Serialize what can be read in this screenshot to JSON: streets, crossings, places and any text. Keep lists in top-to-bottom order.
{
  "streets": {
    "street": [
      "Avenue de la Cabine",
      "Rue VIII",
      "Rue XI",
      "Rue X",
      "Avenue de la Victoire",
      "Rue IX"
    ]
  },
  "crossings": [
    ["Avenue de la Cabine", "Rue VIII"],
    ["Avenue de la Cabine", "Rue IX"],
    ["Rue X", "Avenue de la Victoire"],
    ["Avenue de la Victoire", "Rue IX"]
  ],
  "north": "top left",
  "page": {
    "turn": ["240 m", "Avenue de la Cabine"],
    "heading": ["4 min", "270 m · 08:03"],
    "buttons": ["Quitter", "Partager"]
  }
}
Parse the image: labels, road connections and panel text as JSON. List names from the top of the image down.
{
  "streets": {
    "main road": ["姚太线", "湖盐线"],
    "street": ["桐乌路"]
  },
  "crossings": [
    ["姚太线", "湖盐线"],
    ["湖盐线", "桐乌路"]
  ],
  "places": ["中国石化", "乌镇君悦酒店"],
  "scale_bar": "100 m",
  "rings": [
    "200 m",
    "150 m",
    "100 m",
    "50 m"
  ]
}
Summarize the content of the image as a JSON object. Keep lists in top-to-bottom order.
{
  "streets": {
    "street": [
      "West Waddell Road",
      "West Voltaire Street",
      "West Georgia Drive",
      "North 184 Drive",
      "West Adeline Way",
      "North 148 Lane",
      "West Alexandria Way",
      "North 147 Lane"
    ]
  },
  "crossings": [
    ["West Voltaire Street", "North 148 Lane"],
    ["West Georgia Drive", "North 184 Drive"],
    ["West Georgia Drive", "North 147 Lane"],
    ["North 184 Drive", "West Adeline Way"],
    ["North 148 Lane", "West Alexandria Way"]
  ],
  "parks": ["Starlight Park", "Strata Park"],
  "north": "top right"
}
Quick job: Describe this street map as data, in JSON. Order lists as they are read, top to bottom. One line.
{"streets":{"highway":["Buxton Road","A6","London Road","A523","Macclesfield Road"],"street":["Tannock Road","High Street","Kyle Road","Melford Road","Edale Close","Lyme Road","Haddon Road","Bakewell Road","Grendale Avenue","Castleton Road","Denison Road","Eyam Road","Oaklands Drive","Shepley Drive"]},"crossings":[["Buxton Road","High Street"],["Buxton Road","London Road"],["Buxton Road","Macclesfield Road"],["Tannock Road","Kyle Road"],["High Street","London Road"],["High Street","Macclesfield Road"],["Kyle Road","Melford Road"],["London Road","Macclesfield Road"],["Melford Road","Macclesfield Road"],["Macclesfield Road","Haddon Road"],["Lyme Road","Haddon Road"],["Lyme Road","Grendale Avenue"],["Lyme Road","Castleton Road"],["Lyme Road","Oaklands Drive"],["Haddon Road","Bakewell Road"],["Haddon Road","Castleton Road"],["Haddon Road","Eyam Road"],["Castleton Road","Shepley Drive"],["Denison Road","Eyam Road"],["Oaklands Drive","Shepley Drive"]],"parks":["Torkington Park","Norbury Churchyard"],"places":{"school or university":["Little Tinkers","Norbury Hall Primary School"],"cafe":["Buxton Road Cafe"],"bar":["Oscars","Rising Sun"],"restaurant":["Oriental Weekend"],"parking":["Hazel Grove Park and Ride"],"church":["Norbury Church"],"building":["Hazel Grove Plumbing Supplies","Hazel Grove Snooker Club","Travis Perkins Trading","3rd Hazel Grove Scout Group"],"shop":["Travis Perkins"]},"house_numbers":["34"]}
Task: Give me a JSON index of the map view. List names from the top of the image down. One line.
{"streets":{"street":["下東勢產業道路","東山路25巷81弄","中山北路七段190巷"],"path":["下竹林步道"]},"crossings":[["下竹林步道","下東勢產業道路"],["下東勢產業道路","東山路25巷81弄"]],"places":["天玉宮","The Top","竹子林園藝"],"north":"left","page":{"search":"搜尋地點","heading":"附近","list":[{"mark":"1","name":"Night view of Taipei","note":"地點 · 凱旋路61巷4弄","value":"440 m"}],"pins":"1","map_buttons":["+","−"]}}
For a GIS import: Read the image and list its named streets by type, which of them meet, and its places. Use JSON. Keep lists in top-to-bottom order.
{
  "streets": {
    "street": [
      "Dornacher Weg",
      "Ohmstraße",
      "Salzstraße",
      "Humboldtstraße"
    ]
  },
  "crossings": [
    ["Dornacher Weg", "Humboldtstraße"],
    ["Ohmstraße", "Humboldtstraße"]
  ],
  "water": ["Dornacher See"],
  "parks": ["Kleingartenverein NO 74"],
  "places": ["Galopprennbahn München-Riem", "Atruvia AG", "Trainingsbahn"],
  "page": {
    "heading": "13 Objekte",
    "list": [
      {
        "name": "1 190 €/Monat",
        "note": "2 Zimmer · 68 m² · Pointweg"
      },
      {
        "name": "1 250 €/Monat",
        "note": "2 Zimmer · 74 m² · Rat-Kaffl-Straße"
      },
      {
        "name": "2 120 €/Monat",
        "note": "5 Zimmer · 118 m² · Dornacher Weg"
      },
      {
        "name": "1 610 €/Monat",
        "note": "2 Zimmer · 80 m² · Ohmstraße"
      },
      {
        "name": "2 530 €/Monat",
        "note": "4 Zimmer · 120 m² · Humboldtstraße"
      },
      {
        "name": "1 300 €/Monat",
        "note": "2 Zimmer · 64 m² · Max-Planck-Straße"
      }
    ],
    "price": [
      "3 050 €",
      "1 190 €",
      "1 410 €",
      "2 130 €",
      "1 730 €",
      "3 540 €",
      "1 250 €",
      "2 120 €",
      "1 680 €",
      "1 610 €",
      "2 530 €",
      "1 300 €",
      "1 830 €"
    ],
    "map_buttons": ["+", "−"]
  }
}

◆ WHAT TO WORK ON
For the material above, produce a word-for-word copy.

◆ THE COMPLETED TASK
Serialize what can be read in this screenshot to JSON: streets, crossings, places and any text. Keep lists in top-to-bottom order.
{
  "streets": {
    "street": [
      "Avenue de la Cabine",
      "Rue VIII",
      "Rue XI",
      "Rue X",
      "Avenue de la Victoire",
      "Rue IX"
    ]
  },
  "crossings": [
    ["Avenue de la Cabine", "Rue VIII"],
    ["Avenue de la Cabine", "Rue IX"],
    ["Rue X", "Avenue de la Victoire"],
    ["Avenue de la Victoire", "Rue IX"]
  ],
  "north": "top left",
  "page": {
    "turn": ["240 m", "Avenue de la Cabine"],
    "heading": ["4 min", "270 m · 08:03"],
    "buttons": ["Quitter", "Partager"]
  }
}
Parse the image: labels, road connections and panel text as JSON. List names from the top of the image down.
{
  "streets": {
    "main road": ["姚太线", "湖盐线"],
    "street": ["桐乌路"]
  },
  "crossings": [
    ["姚太线", "湖盐线"],
    ["湖盐线", "桐乌路"]
  ],
  "places": ["中国石化", "乌镇君悦酒店"],
  "scale_bar": "100 m",
  "rings": [
    "200 m",
    "150 m",
    "100 m",
    "50 m"
  ]
}
Summarize the content of the image as a JSON object. Keep lists in top-to-bottom order.
{
  "streets": {
    "street": [
      "West Waddell Road",
      "West Voltaire Street",
      "West Georgia Drive",
      "North 184 Drive",
      "West Adeline Way",
      "North 148 Lane",
      "West Alexandria Way",
      "North 147 Lane"
    ]
  },
  "crossings": [
    ["West Voltaire Street", "North 148 Lane"],
    ["West Georgia Drive", "North 184 Drive"],
    ["West Georgia Drive", "North 147 Lane"],
    ["North 184 Drive", "West Adeline Way"],
    ["North 148 Lane", "West Alexandria Way"]
  ],
  "parks": ["Starlight Park", "Strata Park"],
  "north": "top right"
}
Quick job: Describe this street map as data, in JSON. Order lists as they are read, top to bottom. One line.
{"streets":{"highway":["Buxton Road","A6","London Road","A523","Macclesfield Road"],"street":["Tannock Road","High Street","Kyle Road","Melford Road","Edale Close","Lyme Road","Haddon Road","Bakewell Road","Grendale Avenue","Castleton Road","Denison Road","Eyam Road","Oaklands Drive","Shepley Drive"]},"crossings":[["Buxton Road","High Street"],["Buxton Road","London Road"],["Buxton Road","Macclesfield Road"],["Tannock Road","Kyle Road"],["High Street","London Road"],["High Street","Macclesfield Road"],["Kyle Road","Melford Road"],["London Road","Macclesfield Road"],["Melford Road","Macclesfield Road"],["Macclesfield Road","Haddon Road"],["Lyme Road","Haddon Road"],["Lyme Road","Grendale Avenue"],["Lyme Road","Castleton Road"],["Lyme Road","Oaklands Drive"],["Haddon Road","Bakewell Road"],["Haddon Road","Castleton Road"],["Haddon Road","Eyam Road"],["Castleton Road","Shepley Drive"],["Denison Road","Eyam Road"],["Oaklands Drive","Shepley Drive"]],"parks":["Torkington Park","Norbury Churchyard"],"places":{"school or university":["Little Tinkers","Norbury Hall Primary School"],"cafe":["Buxton Road Cafe"],"bar":["Oscars","Rising Sun"],"restaurant":["Oriental Weekend"],"parking":["Hazel Grove Park and Ride"],"church":["Norbury Church"],"building":["Hazel Grove Plumbing Supplies","Hazel Grove Snooker Club","Travis Perkins Trading","3rd Hazel Grove Scout Group"],"shop":["Travis Perkins"]},"house_numbers":["34"]}
Task: Give me a JSON index of the map view. List names from the top of the image down. One line.
{"streets":{"street":["下東勢產業道路","東山路25巷81弄","中山北路七段190巷"],"path":["下竹林步道"]},"crossings":[["下竹林步道","下東勢產業道路"],["下東勢產業道路","東山路25巷81弄"]],"places":["天玉宮","The Top","竹子林園藝"],"north":"left","page":{"search":"搜尋地點","heading":"附近","list":[{"mark":"1","name":"Night view of Taipei","note":"地點 · 凱旋路61巷4弄","value":"440 m"}],"pins":"1","map_buttons":["+","−"]}}
For a GIS import: Read the image and list its named streets by type, which of them meet, and its places. Use JSON. Keep lists in top-to-bottom order.
{
  "streets": {
    "street": [
      "Dornacher Weg",
      "Ohmstraße",
      "Salzstraße",
      "Humboldtstraße"
    ]
  },
  "crossings": [
    ["Dornacher Weg", "Humboldtstraße"],
    ["Ohmstraße", "Humboldtstraße"]
  ],
  "water": ["Dornacher See"],
  "parks": ["Kleingartenverein NO 74"],
  "places": ["Galopprennbahn München-Riem", "Atruvia AG", "Trainingsbahn"],
  "page": {
    "heading": "13 Objekte",
    "list": [
      {
        "name": "1 190 €/Monat",
        "note": "2 Zimmer · 68 m² · Pointweg"
      },
      {
        "name": "1 250 €/Monat",
        "note": "2 Zimmer · 74 m² · Rat-Kaffl-Straße"
      },
      {
        "name": "2 120 €/Monat",
        "note": "5 Zimmer · 118 m² · Dornacher Weg"
      },
      {
        "name": "1 610 €/Monat",
        "note": "2 Zimmer · 80 m² · Ohmstraße"
      },
      {
        "name": "2 530 €/Monat",
        "note": "4 Zimmer · 120 m² · Humboldtstraße"
      },
      {
        "name": "1 300 €/Monat",
        "note": "2 Zimmer · 64 m² · Max-Planck-Straße"
      }
    ],
    "price": [
      "3 050 €",
      "1 190 €",
      "1 410 €",
      "2 130 €",
      "1 730 €",
      "3 540 €",
      "1 250 €",
      "2 120 €",
      "1 680 €",
      "1 610 €",
      "2 530 €",
      "1 300 €",
      "1 830 €"
    ],
    "map_buttons": ["+", "−"]
  }
}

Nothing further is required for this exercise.